For those too young to remember, this is what a recession looks like  - nickb
http://www.guardian.co.uk/g2/story/0,,2245165,00.html
======
bootload
I remember my Dad telling me about my grandfather in the depression. He was
born about the turn of the century and ran an EE shop, wiring up businesses in
the busy manufacturing centre of Aus, Melbourne. He was in his 20/30's when
the depression hit. Out on the streets one day, a man happened to come up to
him and ask if he could have the _"core"_ of the apple he was eating.

His reply? _"No. I'm going to eat it all. There will be no core"_.

 _"... I really don't see the point of that article. ..."_

When I read this comment, it tells me the reader hasn't registered that the
rules have just changed. Drastically. [0] Just like depression story above
where something seemingly as worthless as an apple core could be someone
else's only opportunity.

The era of cheap finance is over. [1] Businesses are now in survival mode. So
trying to convince them to part with money has now become a whole lot harder.
If you have a job, you can loose it, through no fault of your own. If you
don't have a job, getting one that you like might become very difficult
indeed. Especially if the industry you are working in is hit financially hard.
Innovative thinking is out. Rationalisation is in.

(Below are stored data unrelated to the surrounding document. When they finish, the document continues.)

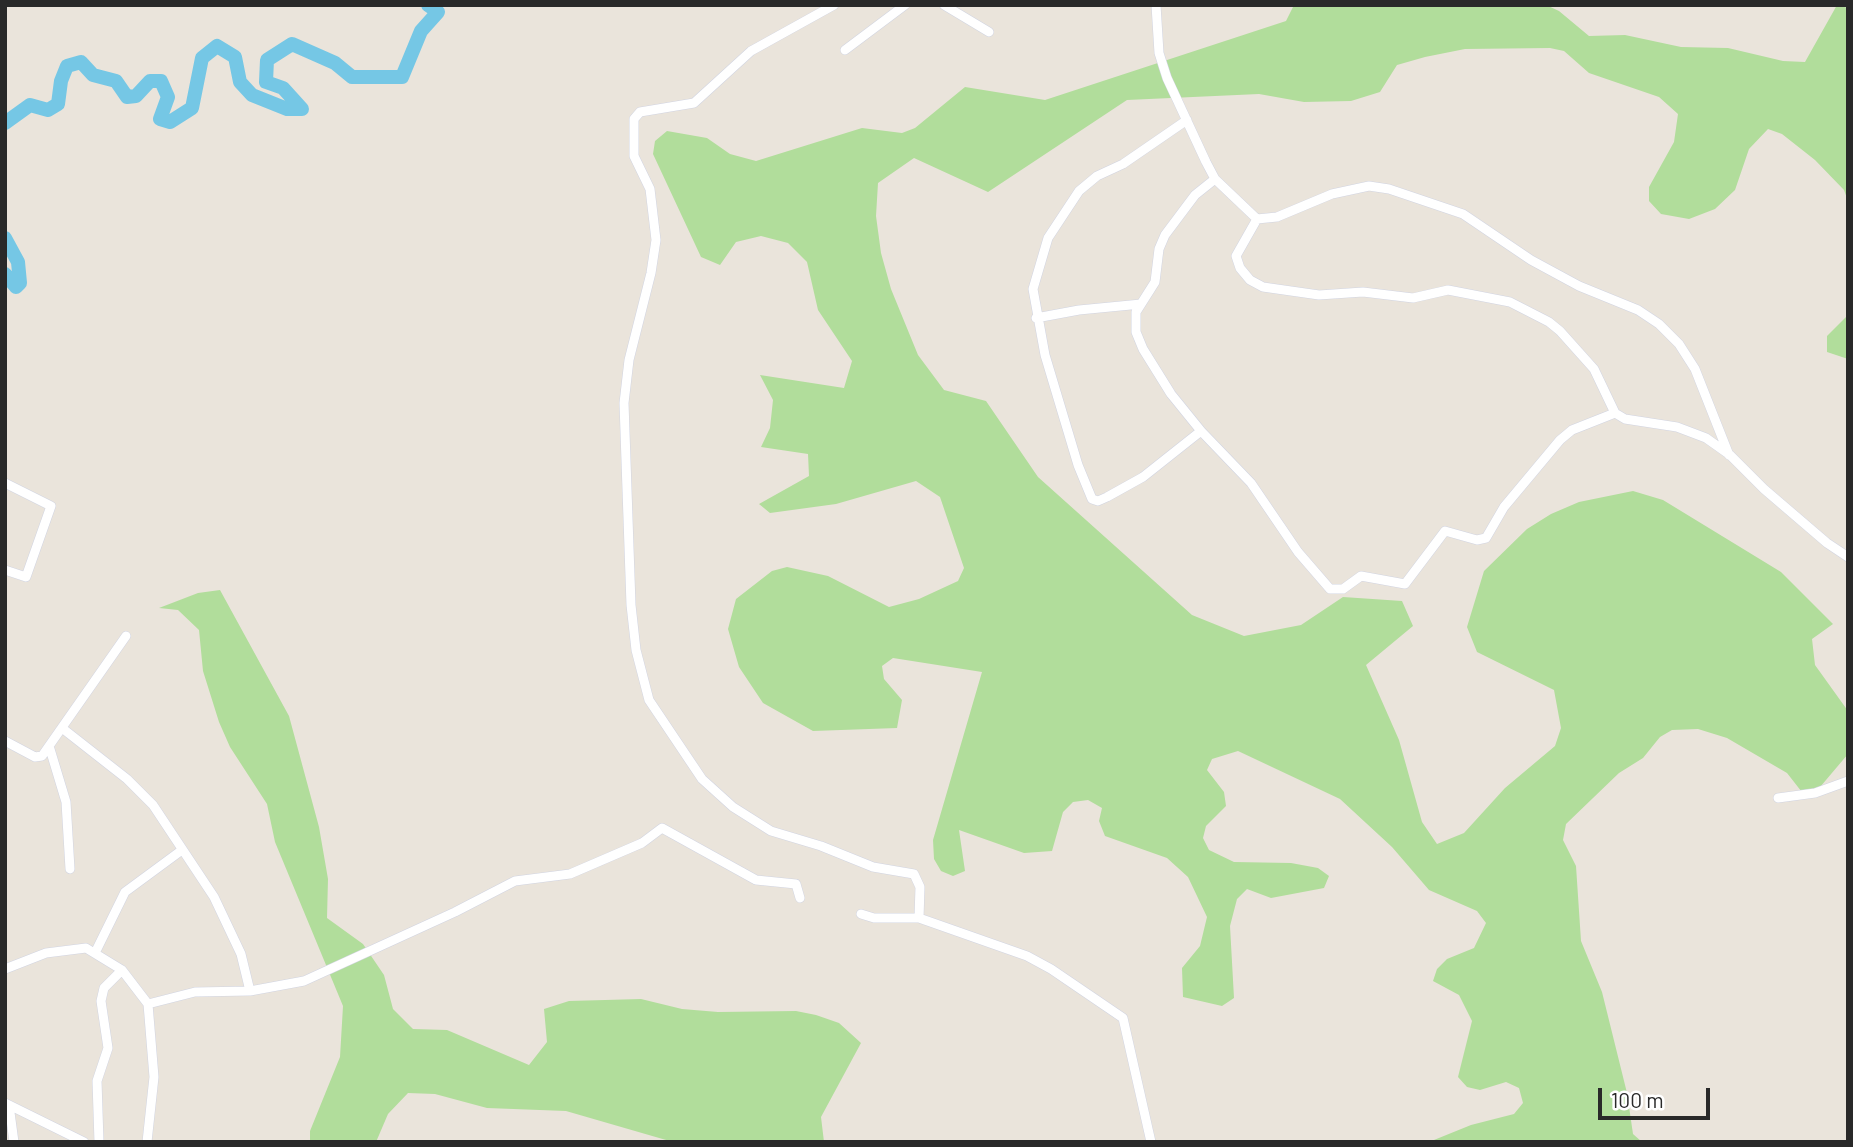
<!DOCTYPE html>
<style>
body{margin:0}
#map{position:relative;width:1853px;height:1147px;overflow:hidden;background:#eae4db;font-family:Barlow,sans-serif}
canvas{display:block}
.frame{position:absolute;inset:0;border:7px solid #292929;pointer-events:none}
.scale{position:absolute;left:1598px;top:1088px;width:112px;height:32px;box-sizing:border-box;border:4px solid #292929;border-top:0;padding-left:9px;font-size:21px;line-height:24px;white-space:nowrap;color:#292929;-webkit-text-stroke:5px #fff;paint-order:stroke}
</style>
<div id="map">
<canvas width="1853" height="1147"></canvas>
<div class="frame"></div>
<div class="scale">100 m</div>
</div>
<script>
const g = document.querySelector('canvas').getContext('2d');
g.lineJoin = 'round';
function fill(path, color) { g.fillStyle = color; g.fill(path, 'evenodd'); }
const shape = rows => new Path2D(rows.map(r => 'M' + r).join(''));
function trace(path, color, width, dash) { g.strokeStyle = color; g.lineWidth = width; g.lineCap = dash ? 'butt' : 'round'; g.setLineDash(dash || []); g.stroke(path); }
fill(shape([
 [1294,5,1546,5,1559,11,1589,36,1625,35,1681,47,1728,48,1783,61,1805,62,1837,5,1848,8,1848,201,1844,190,1815,160,1782,134,1768,129,1749,149,1735,190,1715,209,1689,219,1661,214,1649,201,1649,187,1674,142,1678,114,1659,97,1589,73,1564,51,1550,48,1465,49,1425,57,1397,65,1380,92,1351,101,1304,102,1259,94,1127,100,988,192,914,158,878,183,876,216,881,253,891,289,918,355,944,390,986,401,1038,477,1192,615,1244,636,1301,625,1343,597,1402,601,1413,626,1366,665,1399,740,1422,822,1437,844,1464,833,1505,788,1555,746,1561,728,1554,690,1477,652,1467,627,1484,571,1527,529,1551,514,1579,502,1633,491,1663,500,1781,572,1833,624,1812,639,1815,665,1848,711,1848,754,1815,793,1805,796,1787,773,1727,738,1698,729,1672,730,1660,737,1643,758,1619,773,1566,824,1563,840,1576,866,1581,941,1602,992,1627,1093,1633,1134,1642,1142,1429,1142,1471,1125,1514,1114,1523,1103,1519,1088,1506,1082,1480,1090,1467,1087,1458,1077,1472,1021,1459,995,1433,981,1437,969,1447,959,1474,948,1486,923,1477,911,1429,890,1392,847,1340,799,1238,751,1212,759,1207,770,1224,792,1226,806,1206,826,1203,838,1209,850,1234,862,1291,863,1318,868,1329,876,1324,888,1271,898,1247,889,1237,899,1230,926,1234,998,1222,1006,1183,997,1182,968,1200,946,1207,917,1188,877,1167,858,1105,836,1099,821,1102,808,1088,800,1073,802,1063,812,1052,851,1024,853,959,830,965,871,953,876,941,871,934,859,933,840,982,672,893,658,882,666,884,679,902,700,897,728,813,731,763,703,739,667,728,629,736,599,772,571,787,567,828,576,889,607,919,599,958,581,964,568,940,497,916,481,836,504,770,513,759,504,809,476,808,454,761,447,770,428,773,400,760,375,844,388,852,361,818,310,807,262,788,243,761,236,736,242,720,265,701,257,653,154,655,141,667,131,707,138,730,154,756,161,862,128,902,133,915,128,965,87,1045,100,1286,21],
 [1848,315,1848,359,1827,352,1827,336],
 [220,590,289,716,319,827,328,879,327,918,363,944,384,975,393,1009,413,1029,447,1030,529,1065,547,1042,544,1009,569,1001,641,999,682,1009,718,1012,796,1011,816,1015,839,1023,861,1043,821,1117,824,1142,673,1142,566,1111,487,1108,435,1094,408,1093,388,1114,376,1142,310,1142,310,1131,340,1057,343,1006,275,842,267,804,230,747,219,722,203,671,199,630,178,610,159,608,198,593]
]), '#b1dd9b');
trace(shape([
 [5,123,30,105,48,110,58,104,61,81,67,66,81,62,93,75,116,81,127,97,136,96,150,81,161,81,168,97,160,119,170,122,192,108,202,58,217,46,235,57,240,82,252,95,287,109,302,109,283,88,266,82,267,60,292,44,335,63,352,77,402,77,421,31,438,12,428,5],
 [5,238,18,262,20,283,16,287,5,274]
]), '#75c7e5', 14);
const minor = shape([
 [834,5,751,51,694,103,640,112,634,119,634,156,650,189,656,240,651,273,629,360,624,403,631,605,636,650,649,700,702,779,733,807,771,831,821,846,873,867,914,874,920,887,919,918],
 [944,5,989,32],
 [1156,5,1159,53,1167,78,1206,162,1215,179,1257,219,1236,256,1240,268,1250,280,1263,287,1319,295,1363,292,1413,298,1448,290,1510,302,1549,322,1560,331,1594,369,1615,413,1625,419,1677,427,1706,438,1730,455,1764,489,1827,543,1848,557],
 [845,50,905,5],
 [1187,120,1123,164,1097,176,1079,191,1048,238,1033,289,1045,355,1078,465,1092,499,1098,501,1107,497,1143,477,1201,431],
 [1215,179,1195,195,1165,235,1159,249,1155,282,1136,312,1136,332,1143,349,1171,394,1201,431,1251,483,1298,552,1330,589,1343,589,1361,576,1405,584,1445,531,1477,540,1486,538,1504,507,1560,440,1572,430,1615,413],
 [1257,219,1277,217,1332,194,1369,186,1389,189,1463,214,1531,260,1579,286,1638,310,1659,324,1679,344,1695,369,1729,455],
 [1036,318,1079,310,1141,304],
 [5,483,51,506,26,577,5,570],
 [62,728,127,779,153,805,214,897,241,954,250,991],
 [5,741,35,757,42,756,126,636],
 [50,749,66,802,70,869],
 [1778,798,1815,793,1848,781],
 [861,914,874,918,919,918,1027,956,1051,969,1123,1018,1151,1142],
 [95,953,125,892,182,850],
 [5,969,46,953,86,948,122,970,148,1004,195,992,250,991,304,981,455,912,515,881,570,874,642,843,662,828,756,880,796,884,800,898],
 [5,1103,84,1142],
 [9,1105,14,1142],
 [99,1142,97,1081,108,1048,101,1001,104,988,122,970],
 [147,1142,154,1077,148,1004]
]);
trace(minor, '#d1d4e1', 10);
trace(minor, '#fff', 9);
</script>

The suits are going to hit back at the _"smart-arse"_ 20yo's who are well
paid, wear shorts & t-shirts to work, read their favourite web2.0 websites and
get in late... regardless if they do the job well. Because they can! [2]

For business, a new mindset is now required to operate. Spruiking to everyone
you have lots of users instead of paying customers tells everyone you are most
likely bleeding cash and therefore avoid your business. Cash is king. Debt is
now un-sexy. [3] The price of doing business should get cheaper.

Good news for startups. The point of the article is simple. Remind those who
have forgotten and those who have yet to experience a recession, the rules
have all changed.

Adapt your thinking accordingly.

[0] You could argue the basics of business don't really change and any fool
can make money in a boom.

[1] For the time being. Recessions don't last for ever.

[2] Read here for details ~ <http://news.ycombinator.com/item?id=88525>

[3] If it ever was outside the geared world of finance.

------
ivankirigin
For those in their twenties, you remember the last recession just fine. It was
in the early naughts. <http://www.bea.gov/briefrm/gdp.htm>

You might recall that it was short and not that big of a deal.

Some people have been eagerly waiting for this recession for half a decade, so
the excitability is understandable.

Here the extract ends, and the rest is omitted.